Resultó muy grato haber escuchado en las conversaciones previas a la discusión del presente dictamen la coincidencia de los diferentes comisionados de países próximos o lejanos del nuestro, por ejemplo Brasil y Portugal. Tenían ellos una notable coincidencia acerca de la hipertrofia que los textos judiciales decisionales han tomado en los últimos años. Con ello, queda a la vista que no resulta ser un problema nacional sino que es propiamente resultado de una matriz endémica y regional de Iberoamérica.
Por ello es que la Comisión Iberoamericana de Ética Judicial (CIEJ) aborda la cuestión con una delicada destreza, y para ser consecuente ella misma, con su dictamen -no se nos escapa y nos animamos a decir- es quizás éste el documento más breve comparativamente con todos los otros.
Antes de hacer las glosas que estimo adecuadas al excelente resultado que la CIEJ ha elaborado, no puedo dejar de reflexionar acerca de la etiología de la maximización cuantitativa de la discursividad judicial producida, al menos, en las últimas dos décadas. Seguro que ello no se trata de una sola y excluyente causalidad sino que hay que hablar de un fenómeno multicausal. Sin embargo, creemos también que una de las causas más activas para dicha situación puede estar vinculada con la cada vez más marcada relación que existe entre quienes ocupan la judicatura y, a la vez, cumplen una plaza académica en alguno de los escaños de dicha carrera.
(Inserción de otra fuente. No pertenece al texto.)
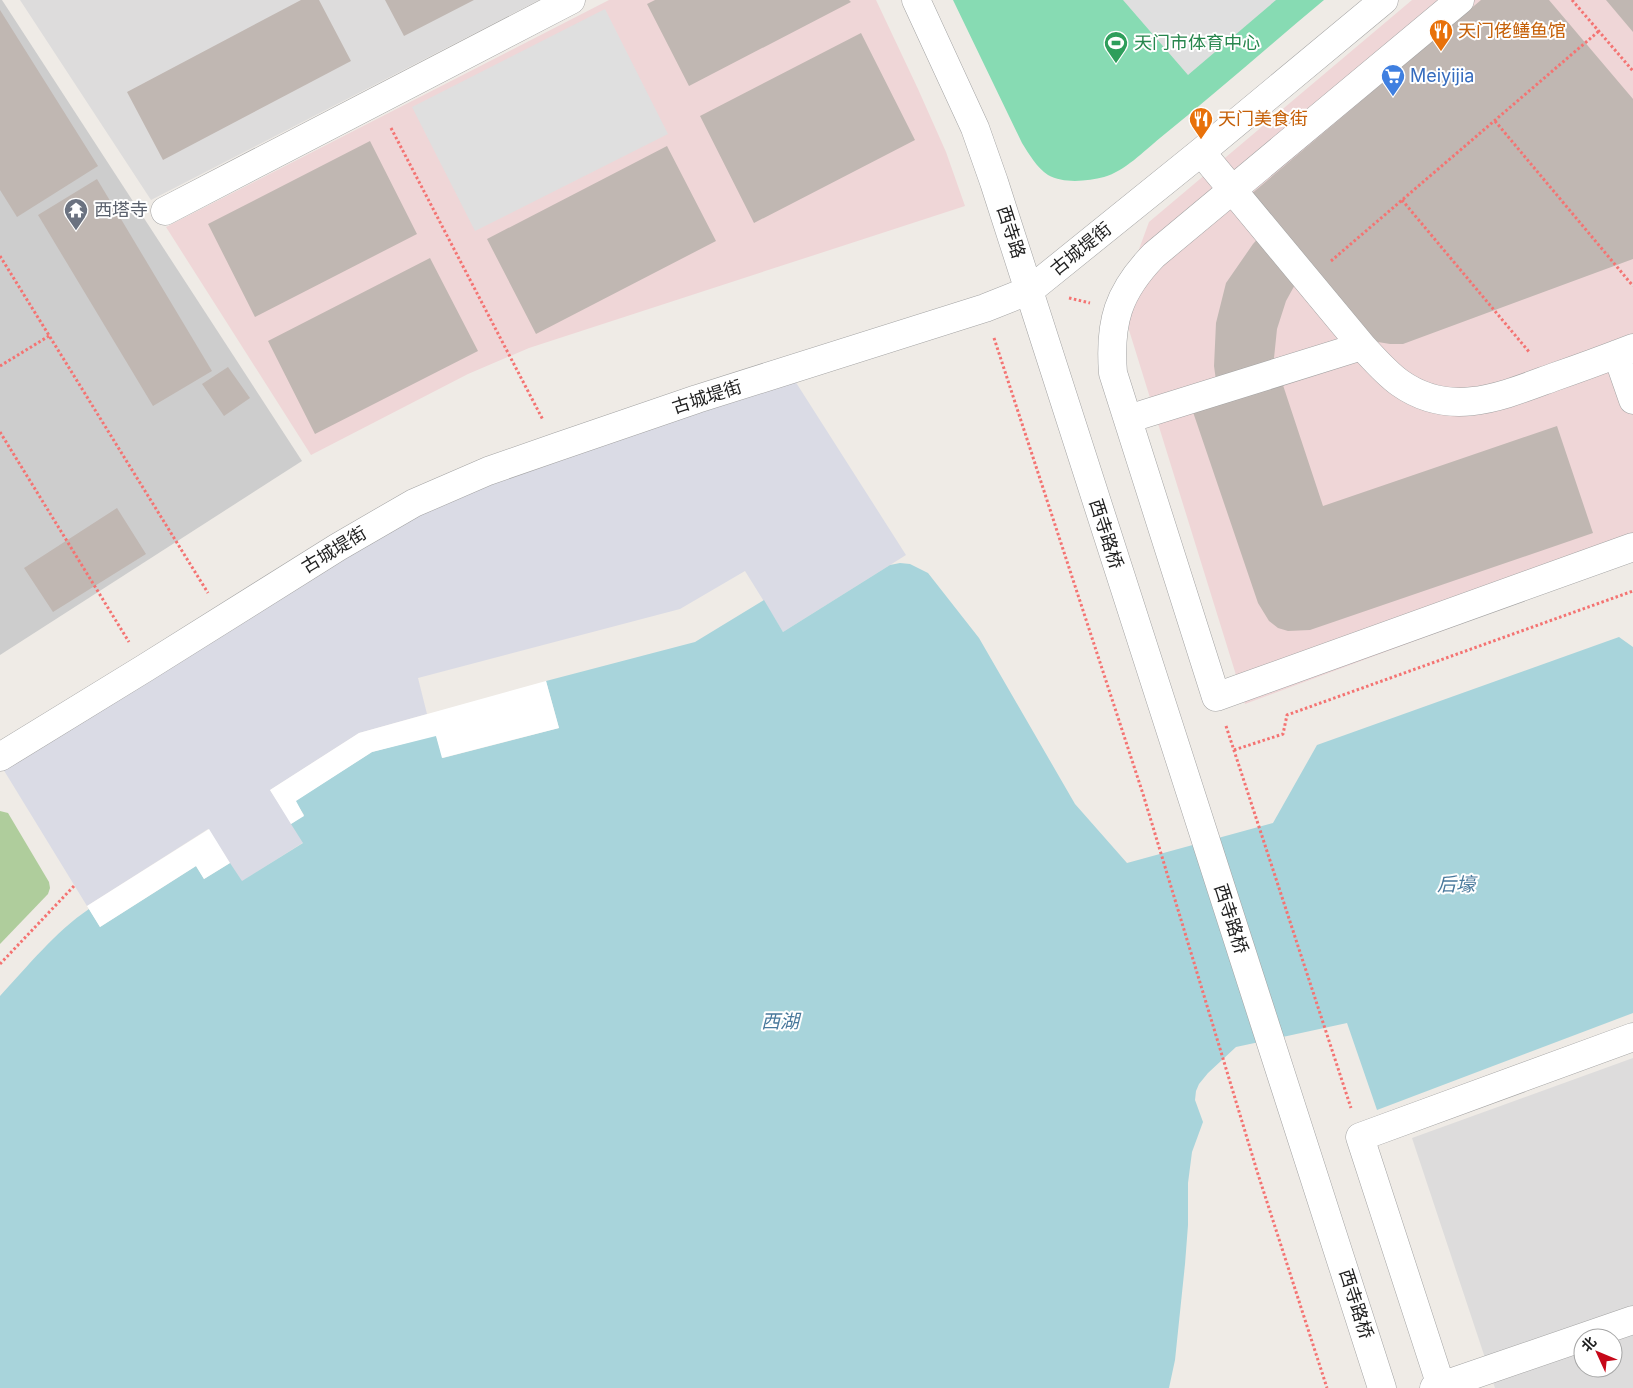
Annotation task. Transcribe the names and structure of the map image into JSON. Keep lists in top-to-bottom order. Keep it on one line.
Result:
{"streets":{"street":["西寺路","古城堤街","西寺路桥"]},"crossings":[["西寺路","古城堤街"],["西寺路","西寺路桥"]],"water":["后壕","西湖"],"places":{"restaurant":["天门佬鳝鱼馆","天门美食街"],"sports":["天门市体育中心"],"supermarket":["Meiyijia"],"temple":["西塔寺"]},"north":"top left"}
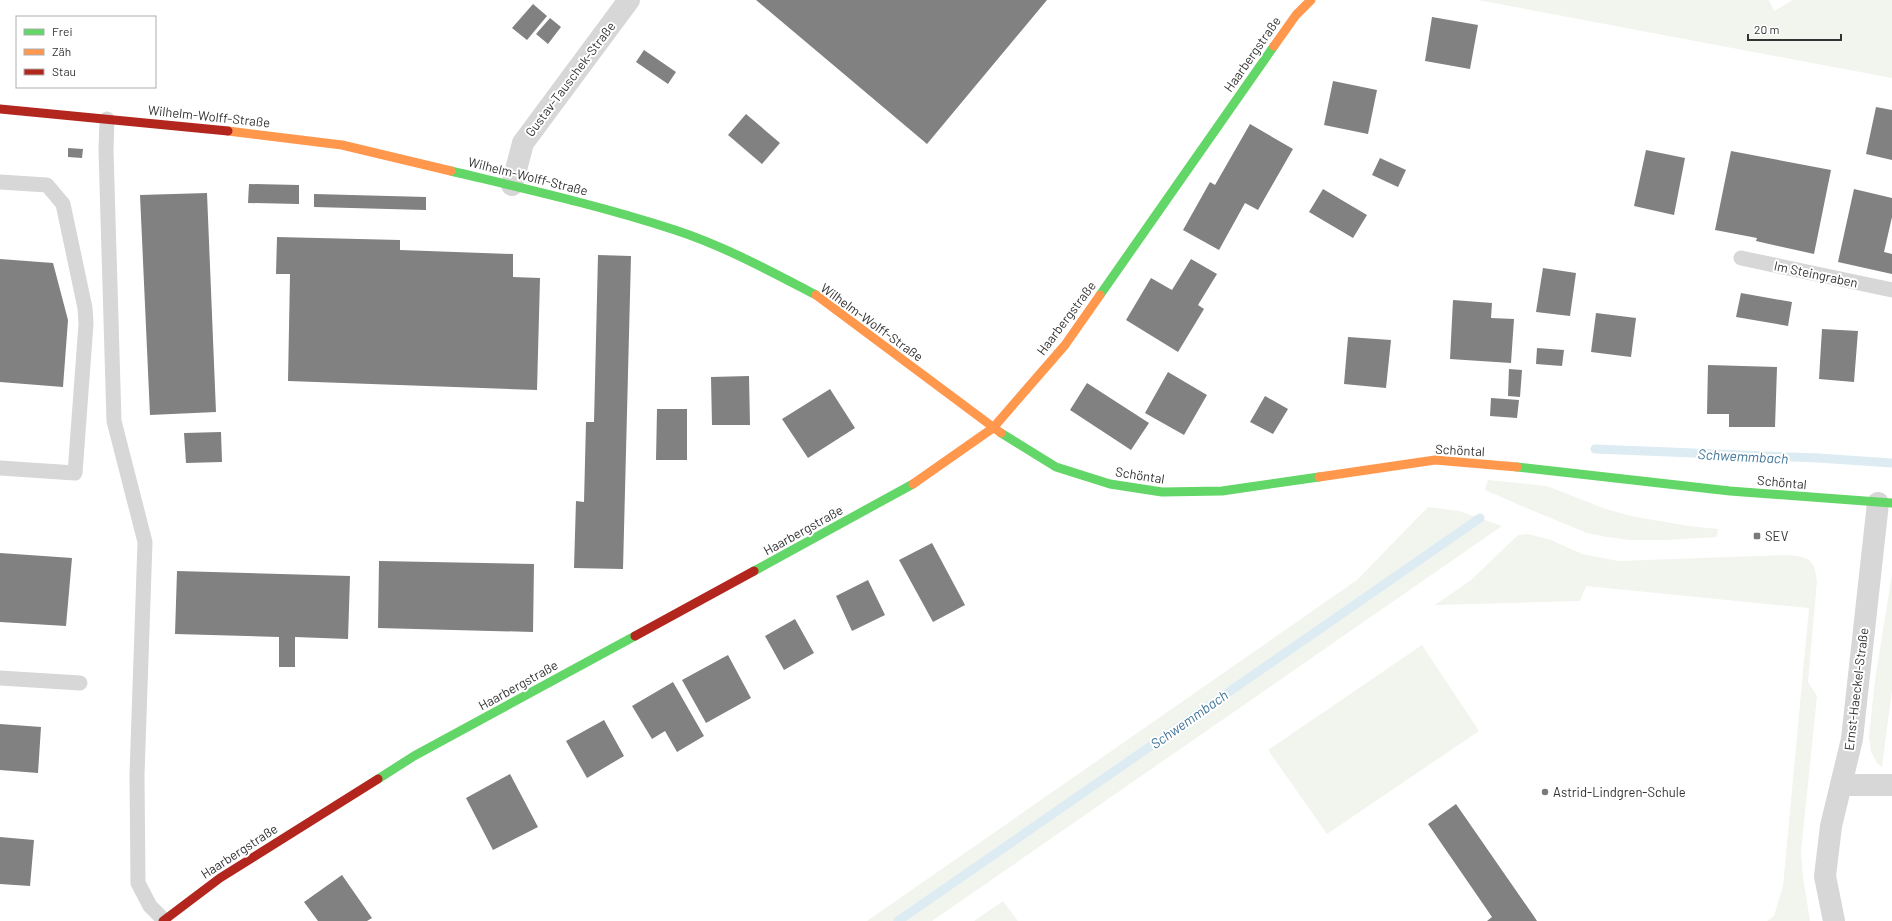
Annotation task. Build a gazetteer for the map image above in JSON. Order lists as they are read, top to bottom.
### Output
{
  "streets": {
    "street": [
      "Haarbergstraße",
      "Gustav-Tauschek-Straße",
      "Wilhelm-Wolff-Straße",
      "Schöntal",
      "Ernst-Haeckel-Straße"
    ],
    "lane": ["Im Steingraben"]
  },
  "crossings": [
    ["Haarbergstraße", "Wilhelm-Wolff-Straße"],
    ["Haarbergstraße", "Schöntal"],
    ["Gustav-Tauschek-Straße", "Wilhelm-Wolff-Straße"],
    ["Wilhelm-Wolff-Straße", "Schöntal"],
    ["Schöntal", "Ernst-Haeckel-Straße"]
  ],
  "water": ["Schwemmbach"],
  "places": {
    "transit": ["SEV"],
    "other": ["Astrid-Lindgren-Schule"]
  },
  "legend": ["Frei", "Zäh", "Stau"],
  "scale_bar": "20 m"
}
Tal duplicidad de función -completamente compatible, dígase al paso- hace que a veces el mismo actor -juez o jueza y profesor o profesora- pierda la dimensión de los diferentes escenarios y auditorios para los cuales está ensayando su respuesta técnica, y en esa confusión de roles tienda a hacer prevalecer el rol que resulta más explicativo y discursivo, y por lo tanto extenso, como es el académico.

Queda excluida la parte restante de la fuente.